**PROBLEM TO WORK ON**
Your answer is the lines below, exactly, from the one that contains "display:flex; flex-direction:column; background:var(--surface);" through the one that contains "position:absolute; left:1039px; top:15px;", both included.
Segment Start: DATA SHOWN
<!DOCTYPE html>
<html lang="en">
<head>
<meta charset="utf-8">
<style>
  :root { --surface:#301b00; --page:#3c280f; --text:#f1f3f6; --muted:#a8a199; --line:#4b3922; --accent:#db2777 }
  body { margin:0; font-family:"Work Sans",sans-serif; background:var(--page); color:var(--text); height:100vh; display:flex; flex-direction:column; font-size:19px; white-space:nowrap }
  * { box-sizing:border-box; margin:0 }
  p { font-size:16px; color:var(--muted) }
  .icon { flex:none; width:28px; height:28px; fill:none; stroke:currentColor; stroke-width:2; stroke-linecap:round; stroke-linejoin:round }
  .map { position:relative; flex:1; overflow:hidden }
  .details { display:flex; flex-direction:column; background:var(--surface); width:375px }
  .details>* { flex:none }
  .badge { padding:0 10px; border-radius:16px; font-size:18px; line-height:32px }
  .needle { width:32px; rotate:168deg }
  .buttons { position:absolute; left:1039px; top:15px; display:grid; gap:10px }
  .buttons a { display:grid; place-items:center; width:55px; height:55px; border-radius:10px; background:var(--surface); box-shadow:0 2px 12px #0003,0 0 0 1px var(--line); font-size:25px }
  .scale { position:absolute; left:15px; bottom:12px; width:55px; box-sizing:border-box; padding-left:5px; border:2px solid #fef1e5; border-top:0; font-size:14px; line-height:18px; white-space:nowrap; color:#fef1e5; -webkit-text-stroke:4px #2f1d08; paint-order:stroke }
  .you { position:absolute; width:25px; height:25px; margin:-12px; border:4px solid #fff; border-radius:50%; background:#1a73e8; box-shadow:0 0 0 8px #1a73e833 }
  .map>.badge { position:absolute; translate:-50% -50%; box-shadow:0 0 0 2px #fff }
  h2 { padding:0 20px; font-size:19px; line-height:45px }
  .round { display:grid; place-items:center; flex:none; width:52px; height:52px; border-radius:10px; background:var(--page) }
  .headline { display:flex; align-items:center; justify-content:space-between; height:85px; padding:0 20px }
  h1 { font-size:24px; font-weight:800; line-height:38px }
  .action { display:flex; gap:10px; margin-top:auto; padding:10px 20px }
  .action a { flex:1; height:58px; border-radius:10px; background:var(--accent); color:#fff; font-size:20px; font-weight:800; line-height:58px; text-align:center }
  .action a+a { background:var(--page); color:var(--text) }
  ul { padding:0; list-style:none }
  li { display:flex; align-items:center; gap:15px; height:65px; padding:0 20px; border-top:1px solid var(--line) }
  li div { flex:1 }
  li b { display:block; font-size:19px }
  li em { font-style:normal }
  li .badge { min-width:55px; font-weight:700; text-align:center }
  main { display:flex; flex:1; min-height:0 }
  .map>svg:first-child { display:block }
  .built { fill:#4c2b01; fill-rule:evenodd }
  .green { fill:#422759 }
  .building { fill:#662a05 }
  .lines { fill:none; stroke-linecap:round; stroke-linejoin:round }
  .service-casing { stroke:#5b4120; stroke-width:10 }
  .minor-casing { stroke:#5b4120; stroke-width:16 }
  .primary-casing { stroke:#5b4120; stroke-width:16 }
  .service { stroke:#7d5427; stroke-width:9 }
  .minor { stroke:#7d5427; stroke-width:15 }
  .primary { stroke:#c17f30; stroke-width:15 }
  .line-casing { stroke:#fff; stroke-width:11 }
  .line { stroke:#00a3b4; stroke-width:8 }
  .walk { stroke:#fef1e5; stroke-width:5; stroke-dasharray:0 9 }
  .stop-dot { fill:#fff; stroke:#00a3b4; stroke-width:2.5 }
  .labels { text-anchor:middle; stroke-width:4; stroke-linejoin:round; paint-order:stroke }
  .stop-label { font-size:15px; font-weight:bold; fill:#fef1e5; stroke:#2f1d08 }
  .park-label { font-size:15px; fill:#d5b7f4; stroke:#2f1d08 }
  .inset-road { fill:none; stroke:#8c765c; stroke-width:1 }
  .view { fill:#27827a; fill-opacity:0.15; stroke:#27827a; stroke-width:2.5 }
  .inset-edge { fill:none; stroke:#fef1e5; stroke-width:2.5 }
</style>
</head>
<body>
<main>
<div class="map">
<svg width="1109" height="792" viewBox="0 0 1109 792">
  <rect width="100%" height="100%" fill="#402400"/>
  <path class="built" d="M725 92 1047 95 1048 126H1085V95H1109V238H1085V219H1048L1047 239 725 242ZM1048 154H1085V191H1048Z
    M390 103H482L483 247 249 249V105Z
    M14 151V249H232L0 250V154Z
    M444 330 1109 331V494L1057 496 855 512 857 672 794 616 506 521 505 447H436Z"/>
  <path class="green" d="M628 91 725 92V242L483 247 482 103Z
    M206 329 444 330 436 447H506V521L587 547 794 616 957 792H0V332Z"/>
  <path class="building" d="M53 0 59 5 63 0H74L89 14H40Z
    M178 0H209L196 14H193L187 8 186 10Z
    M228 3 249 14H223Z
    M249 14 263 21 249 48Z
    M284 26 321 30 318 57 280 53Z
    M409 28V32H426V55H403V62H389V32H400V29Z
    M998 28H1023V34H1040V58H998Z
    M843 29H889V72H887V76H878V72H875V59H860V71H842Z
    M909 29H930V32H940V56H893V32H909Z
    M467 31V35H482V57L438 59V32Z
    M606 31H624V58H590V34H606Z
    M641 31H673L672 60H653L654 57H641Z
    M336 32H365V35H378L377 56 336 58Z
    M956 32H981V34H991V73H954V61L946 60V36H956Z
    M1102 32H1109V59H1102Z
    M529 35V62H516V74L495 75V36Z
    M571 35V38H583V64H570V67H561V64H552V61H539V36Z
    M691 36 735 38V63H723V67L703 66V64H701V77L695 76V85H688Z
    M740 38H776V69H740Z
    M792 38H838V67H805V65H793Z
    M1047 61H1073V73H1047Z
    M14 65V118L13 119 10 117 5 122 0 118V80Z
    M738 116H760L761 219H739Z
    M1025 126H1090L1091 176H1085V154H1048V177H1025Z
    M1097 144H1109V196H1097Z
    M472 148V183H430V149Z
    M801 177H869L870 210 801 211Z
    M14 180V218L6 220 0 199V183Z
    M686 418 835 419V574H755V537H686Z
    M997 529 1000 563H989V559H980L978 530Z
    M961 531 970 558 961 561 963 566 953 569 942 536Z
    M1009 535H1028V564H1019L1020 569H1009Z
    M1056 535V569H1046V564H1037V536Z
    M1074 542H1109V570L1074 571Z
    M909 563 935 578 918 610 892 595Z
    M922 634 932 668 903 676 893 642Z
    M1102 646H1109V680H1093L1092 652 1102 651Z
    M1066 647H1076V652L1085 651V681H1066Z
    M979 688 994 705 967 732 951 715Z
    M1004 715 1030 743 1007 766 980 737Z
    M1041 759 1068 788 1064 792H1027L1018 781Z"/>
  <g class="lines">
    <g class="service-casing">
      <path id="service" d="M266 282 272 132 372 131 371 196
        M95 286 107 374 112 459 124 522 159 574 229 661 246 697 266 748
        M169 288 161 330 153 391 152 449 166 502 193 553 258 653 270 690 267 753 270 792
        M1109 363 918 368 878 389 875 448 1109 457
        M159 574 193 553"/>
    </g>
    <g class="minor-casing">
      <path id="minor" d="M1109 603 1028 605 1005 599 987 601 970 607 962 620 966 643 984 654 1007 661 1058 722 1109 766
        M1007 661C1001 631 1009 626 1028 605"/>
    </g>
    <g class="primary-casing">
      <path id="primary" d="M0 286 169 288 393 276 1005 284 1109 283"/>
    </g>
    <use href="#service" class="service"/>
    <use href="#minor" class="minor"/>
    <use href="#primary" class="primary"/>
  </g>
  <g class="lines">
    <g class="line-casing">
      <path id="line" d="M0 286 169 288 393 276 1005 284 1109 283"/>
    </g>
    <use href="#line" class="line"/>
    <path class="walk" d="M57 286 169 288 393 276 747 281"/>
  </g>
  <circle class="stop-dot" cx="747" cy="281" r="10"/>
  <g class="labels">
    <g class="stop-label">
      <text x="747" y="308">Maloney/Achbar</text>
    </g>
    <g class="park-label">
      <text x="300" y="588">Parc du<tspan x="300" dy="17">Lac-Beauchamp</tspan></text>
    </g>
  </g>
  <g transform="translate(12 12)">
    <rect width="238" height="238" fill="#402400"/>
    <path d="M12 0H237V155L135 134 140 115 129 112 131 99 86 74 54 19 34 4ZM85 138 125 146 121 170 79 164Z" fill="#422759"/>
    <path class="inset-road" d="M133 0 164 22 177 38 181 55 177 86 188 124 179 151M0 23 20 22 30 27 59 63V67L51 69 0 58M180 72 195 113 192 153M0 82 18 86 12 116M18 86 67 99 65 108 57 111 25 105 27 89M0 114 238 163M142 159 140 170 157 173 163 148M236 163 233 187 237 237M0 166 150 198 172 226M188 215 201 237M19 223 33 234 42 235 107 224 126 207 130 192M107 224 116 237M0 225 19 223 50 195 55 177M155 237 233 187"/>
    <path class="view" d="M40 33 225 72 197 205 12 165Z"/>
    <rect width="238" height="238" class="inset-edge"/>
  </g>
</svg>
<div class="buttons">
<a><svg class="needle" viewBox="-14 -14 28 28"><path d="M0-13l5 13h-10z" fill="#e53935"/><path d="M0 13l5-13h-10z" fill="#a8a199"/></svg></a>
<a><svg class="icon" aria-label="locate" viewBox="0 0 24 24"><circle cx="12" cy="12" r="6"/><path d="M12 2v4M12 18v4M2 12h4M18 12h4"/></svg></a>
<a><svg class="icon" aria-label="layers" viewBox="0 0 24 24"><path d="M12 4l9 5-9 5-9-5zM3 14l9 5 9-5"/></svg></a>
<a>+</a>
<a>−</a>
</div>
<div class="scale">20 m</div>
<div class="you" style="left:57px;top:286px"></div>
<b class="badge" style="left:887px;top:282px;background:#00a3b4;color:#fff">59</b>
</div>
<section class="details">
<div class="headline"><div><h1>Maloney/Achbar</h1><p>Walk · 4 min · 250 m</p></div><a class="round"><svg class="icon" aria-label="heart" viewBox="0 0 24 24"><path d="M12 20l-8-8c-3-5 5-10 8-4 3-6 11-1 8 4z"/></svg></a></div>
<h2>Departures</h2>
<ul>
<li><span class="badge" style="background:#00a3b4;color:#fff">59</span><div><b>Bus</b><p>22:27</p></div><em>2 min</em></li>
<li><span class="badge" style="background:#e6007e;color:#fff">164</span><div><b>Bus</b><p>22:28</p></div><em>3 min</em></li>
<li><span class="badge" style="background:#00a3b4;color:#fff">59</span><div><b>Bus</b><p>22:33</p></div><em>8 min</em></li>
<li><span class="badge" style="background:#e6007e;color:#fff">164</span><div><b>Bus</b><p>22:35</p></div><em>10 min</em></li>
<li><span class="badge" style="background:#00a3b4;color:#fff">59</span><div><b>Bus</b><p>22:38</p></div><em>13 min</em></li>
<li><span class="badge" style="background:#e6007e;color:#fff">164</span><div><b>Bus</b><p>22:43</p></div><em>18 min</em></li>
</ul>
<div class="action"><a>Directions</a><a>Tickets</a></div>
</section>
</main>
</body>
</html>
Segment End: DATA SHOWN
**EXPECTED ANSWER**
  .details { display:flex; flex-direction:column; background:var(--surface); width:375px }
  .details>* { flex:none }
  .badge { padding:0 10px; border-radius:16px; font-size:18px; line-height:32px }
  .needle { width:32px; rotate:168deg }
  .buttons { position:absolute; left:1039px; top:15px; display:grid; gap:10px }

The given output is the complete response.